[OH-Dev] Thinking about moving oh-bugimporters to depend on scrapy

Mon May 21 21:14:27 UTC 2012

Excerpts from Asheesh Laroia's message of Fri May 18 17:20:31 -0400 2012:
> Howdy all,
> 
> I spent a few minutes today trying to clean up the way we use Twisted in 
> the bug importers. As I did that, I wondered if maybe we should add a 
> dependency on a richer library (scrapy), and I wanted feedback from people 
> who've played with that part of the code.
> 
> In particular, I wanted feedback from Berry, you've been doing some 
> hacking on this part of the code recently.

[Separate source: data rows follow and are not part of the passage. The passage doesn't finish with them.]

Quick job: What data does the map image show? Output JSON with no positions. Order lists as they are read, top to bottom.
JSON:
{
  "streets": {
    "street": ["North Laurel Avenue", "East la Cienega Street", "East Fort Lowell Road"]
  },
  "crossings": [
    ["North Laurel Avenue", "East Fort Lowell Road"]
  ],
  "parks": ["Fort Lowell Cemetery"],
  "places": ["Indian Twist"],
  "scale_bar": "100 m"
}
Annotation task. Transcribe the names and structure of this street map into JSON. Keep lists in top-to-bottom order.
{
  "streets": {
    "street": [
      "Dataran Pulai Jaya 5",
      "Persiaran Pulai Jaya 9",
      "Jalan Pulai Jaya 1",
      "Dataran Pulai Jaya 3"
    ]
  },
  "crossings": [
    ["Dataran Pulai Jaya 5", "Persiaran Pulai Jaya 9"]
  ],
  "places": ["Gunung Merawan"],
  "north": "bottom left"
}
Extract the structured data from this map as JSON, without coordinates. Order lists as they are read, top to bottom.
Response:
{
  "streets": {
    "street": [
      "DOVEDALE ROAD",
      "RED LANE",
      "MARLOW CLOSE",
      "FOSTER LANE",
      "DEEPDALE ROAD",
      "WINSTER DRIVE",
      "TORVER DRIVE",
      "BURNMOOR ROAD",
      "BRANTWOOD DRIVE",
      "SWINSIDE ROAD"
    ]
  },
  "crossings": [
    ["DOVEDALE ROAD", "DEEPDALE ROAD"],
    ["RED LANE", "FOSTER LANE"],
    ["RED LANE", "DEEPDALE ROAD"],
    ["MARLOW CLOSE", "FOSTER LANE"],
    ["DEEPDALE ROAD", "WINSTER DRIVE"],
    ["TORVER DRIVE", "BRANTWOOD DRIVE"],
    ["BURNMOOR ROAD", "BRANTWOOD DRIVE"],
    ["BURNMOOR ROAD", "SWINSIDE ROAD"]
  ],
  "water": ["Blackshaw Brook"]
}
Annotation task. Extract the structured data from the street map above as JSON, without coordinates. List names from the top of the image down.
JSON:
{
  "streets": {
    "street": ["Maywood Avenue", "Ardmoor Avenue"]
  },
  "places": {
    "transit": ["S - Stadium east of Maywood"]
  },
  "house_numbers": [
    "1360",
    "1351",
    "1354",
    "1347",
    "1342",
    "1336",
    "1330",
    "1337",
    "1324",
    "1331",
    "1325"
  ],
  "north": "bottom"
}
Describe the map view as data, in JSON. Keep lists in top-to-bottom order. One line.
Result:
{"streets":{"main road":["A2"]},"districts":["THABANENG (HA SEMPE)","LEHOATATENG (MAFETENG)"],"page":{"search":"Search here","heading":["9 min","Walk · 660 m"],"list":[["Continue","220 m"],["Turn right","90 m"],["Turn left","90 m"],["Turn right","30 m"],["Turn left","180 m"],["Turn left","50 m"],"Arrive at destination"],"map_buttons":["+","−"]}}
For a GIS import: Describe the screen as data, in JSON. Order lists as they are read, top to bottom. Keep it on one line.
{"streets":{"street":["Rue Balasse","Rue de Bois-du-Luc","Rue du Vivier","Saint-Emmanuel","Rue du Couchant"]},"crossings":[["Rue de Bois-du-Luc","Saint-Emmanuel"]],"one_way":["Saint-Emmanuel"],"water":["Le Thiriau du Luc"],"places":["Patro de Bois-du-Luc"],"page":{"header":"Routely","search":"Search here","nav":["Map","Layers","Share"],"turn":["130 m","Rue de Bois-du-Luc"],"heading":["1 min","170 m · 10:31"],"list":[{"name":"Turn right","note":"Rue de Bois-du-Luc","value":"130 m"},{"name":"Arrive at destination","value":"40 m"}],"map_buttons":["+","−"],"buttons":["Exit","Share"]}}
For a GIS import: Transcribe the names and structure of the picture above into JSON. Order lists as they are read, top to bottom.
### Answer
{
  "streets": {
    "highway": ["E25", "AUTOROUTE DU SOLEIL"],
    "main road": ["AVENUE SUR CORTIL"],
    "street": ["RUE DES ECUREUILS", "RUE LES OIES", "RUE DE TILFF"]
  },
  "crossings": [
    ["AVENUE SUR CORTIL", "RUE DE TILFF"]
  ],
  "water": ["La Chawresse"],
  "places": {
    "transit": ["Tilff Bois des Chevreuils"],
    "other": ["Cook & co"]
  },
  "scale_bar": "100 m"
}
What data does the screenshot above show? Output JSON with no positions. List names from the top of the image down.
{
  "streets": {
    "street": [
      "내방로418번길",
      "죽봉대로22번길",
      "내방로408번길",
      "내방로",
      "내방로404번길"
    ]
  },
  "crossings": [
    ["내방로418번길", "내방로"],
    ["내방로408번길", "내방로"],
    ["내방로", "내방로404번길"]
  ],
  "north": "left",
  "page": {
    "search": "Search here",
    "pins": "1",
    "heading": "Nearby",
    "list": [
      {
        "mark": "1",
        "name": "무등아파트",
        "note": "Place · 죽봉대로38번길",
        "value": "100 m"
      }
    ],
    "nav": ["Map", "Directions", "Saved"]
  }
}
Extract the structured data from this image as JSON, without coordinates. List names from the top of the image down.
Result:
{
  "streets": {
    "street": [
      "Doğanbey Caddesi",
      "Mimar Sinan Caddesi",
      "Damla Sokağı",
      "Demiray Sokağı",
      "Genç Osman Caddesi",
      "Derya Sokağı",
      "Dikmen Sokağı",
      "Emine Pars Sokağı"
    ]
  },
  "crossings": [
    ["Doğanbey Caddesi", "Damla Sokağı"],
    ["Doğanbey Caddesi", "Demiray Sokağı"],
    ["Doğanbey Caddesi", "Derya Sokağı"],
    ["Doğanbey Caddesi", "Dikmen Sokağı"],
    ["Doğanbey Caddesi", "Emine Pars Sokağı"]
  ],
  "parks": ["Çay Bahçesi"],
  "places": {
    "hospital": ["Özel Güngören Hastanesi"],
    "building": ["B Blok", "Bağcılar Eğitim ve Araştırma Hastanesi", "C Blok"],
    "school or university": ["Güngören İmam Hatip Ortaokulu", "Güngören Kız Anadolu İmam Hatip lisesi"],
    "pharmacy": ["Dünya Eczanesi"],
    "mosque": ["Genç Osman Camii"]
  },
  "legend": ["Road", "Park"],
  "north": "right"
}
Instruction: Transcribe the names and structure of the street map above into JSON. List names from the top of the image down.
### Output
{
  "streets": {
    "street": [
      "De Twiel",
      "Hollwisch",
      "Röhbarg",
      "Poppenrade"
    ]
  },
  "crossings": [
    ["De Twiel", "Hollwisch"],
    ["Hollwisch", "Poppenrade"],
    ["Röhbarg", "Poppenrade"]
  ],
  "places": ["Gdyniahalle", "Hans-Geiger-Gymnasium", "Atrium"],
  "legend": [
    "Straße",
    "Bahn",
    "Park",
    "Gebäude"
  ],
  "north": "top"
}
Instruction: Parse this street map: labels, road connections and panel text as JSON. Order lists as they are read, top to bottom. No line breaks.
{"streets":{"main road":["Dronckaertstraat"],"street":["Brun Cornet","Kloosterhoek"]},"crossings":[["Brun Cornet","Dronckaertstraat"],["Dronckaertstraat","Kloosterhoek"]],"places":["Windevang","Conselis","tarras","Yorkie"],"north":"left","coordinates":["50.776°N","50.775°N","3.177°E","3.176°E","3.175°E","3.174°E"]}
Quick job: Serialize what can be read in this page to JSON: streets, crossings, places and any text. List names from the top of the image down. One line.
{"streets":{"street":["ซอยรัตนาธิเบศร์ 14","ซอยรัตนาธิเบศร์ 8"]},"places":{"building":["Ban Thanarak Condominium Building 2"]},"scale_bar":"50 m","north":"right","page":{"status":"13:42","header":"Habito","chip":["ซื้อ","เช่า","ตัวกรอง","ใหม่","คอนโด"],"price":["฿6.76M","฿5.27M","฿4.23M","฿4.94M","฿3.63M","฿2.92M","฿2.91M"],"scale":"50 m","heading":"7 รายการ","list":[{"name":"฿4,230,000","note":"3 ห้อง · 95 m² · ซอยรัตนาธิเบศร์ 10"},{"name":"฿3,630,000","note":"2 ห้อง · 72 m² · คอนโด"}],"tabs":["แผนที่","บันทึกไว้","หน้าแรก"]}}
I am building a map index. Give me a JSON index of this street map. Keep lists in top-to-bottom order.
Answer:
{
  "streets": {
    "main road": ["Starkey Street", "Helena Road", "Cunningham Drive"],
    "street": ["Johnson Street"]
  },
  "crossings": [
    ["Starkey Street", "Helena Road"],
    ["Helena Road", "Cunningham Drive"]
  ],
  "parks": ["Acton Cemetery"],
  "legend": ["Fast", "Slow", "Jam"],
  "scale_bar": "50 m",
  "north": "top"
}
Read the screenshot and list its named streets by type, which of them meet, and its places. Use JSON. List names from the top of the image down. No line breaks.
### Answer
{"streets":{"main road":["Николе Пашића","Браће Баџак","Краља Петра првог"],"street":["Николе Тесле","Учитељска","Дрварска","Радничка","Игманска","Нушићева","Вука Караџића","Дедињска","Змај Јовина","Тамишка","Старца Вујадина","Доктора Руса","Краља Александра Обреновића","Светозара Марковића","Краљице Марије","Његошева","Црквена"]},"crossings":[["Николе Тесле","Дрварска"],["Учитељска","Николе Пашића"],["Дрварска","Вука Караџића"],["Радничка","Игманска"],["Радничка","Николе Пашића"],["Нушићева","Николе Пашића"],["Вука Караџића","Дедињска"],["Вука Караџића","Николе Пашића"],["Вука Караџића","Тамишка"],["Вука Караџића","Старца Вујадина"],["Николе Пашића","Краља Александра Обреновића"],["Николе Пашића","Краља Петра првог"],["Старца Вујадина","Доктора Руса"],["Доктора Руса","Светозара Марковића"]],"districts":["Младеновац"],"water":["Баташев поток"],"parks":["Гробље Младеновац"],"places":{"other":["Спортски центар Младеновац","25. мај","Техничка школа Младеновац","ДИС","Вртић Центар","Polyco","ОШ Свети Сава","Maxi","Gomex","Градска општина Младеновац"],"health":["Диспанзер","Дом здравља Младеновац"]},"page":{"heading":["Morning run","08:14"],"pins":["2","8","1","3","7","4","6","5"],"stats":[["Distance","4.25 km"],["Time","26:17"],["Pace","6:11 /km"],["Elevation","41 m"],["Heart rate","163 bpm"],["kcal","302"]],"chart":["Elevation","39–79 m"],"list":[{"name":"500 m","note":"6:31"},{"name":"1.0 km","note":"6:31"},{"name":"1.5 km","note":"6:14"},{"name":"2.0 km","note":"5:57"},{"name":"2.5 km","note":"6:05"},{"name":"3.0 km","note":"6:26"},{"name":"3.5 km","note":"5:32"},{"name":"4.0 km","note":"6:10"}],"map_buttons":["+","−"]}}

Other possibly-interested 
> people: Jessica McKellar (with your Twisted experience); Jack Grigg, if 
> you have some time, since you wrote much of our current implementation; 
> John Morrissey, who contributed to the oh-bugimporters refactoring). Also, 
> anyone else with an opinion.
> 
> "scrapy" <http://scrapy.org/> is an asynchronous HTTP downloading 
> framework, and it seems to be a good fit for what we do with the bug 
> importers. In particular, some upsides:
> 
> * It does asynchronous HTTP downloading, just like we do right now, so if 
> we switch to it, I don't have to give up the event-driven religion. It 
> also means bug downloading will stay speedy.
> 
> * scrapy lacks some of the bugs of our current implementation -- namely, 
> our current downloader seems to maybe never terminate: 
> http://openhatch.org/+meta/ is stuck at 22% and I don't know if it's a bug 
> in our downloading code or something else.
> 
> * scrapy is well-documented and has a very clean API, unlike the current 
> code with its various calls to poorly-named, unmaintained functions. 
> (Sorry Jack! This is my fault too. : P)
> 
> * Because scrapy can be easily configured to store downloaded data as 
> "Item" objects, rather than pass it through to the database, it would be 
> easy for people to hack on the bug downloading code and play with its 
> output -- they would get a list of JSON objects, and could interact with 
> them on a shell, rather than those objects being pushed all the way into 
> the database first.
> 
> * It *seems* possible to do the migration piecemeal -- we can do e.g. 
> trac.py first, and then the other bug importers separately. trac.py is a 
> good candidate for the first switch because it's already covered by tests 
> within oh-bugimporters.
> 
> * Such a transition hopefully clarifies the separation of concerns -- 
> oh-bugimporters contains information about how to download and parse bug 
> data from the web, and Scrapy's terminology ("Item pipeline") is 
> well-documented and probably easy to explain.
> 
> * All in all, I'm pretty sure this will result in way less code that we 
> maintain, and way less documentation for us to write.
> 
> Some downsides, just so that people see I'm trying to make a fair 
> evaluation:
> 
> * It means giving up quite a bit of pride and deciding we're not smart 
> enough to use Twisted directly. (:
> 
> * The one part we might have to implement again is the handling of mock 
> responses, where we have files in the repository that are snapshots of old 
> bug URLs so that we can run our tests.
> 
> * It means adding a dependency. I've been watching scrapy for a while, and 
> scrapy seems well-maintained and widely-used and widely-liked, and I for 
> one like adding dependencies.
> 
> * It means continuing to spend time on refactoring. I think we need to 
> spend this time anyway, as 22% "stale" is really bad.
> 
> Next steps:
> 
> * Are there other pros or cons I've forgotten?
> 
> * I'd like an opinion: is this a good idea, or a *great* idea? (;

As an update on this, berryp on #openhatch seemed to think it was
a good idea, and I still think it's a good idea. There's a current
bug where we are ignoring some data from the Bugzilla bug importers,
and I'm going to try to add scrapy in an effort to make the code
way easier to read while fixing that.

So consider this plan agreed-upon.

-- Asheesh.